Raw data —
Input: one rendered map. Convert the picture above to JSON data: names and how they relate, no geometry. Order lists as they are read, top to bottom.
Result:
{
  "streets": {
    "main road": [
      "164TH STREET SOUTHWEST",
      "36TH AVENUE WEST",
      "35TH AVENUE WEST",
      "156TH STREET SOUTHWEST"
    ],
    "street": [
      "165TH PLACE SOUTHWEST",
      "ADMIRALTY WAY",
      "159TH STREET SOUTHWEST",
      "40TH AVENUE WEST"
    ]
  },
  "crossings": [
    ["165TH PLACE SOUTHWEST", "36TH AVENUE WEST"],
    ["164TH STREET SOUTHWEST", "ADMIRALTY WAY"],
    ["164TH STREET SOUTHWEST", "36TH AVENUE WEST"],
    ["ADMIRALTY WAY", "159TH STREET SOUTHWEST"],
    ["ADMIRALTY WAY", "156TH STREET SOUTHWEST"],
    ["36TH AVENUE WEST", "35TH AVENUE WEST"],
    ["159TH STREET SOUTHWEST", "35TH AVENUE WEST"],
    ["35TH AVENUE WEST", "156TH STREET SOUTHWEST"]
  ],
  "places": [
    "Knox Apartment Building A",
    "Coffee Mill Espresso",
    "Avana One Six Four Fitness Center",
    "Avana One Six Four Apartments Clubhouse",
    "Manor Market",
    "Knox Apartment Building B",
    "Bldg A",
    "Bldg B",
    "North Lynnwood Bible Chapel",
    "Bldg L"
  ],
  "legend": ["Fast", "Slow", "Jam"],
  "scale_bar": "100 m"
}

Task requirements — Copy every line of the listing where the word "Building" appears.

Reply —
    "Knox Apartment Building A",
    "Knox Apartment Building B",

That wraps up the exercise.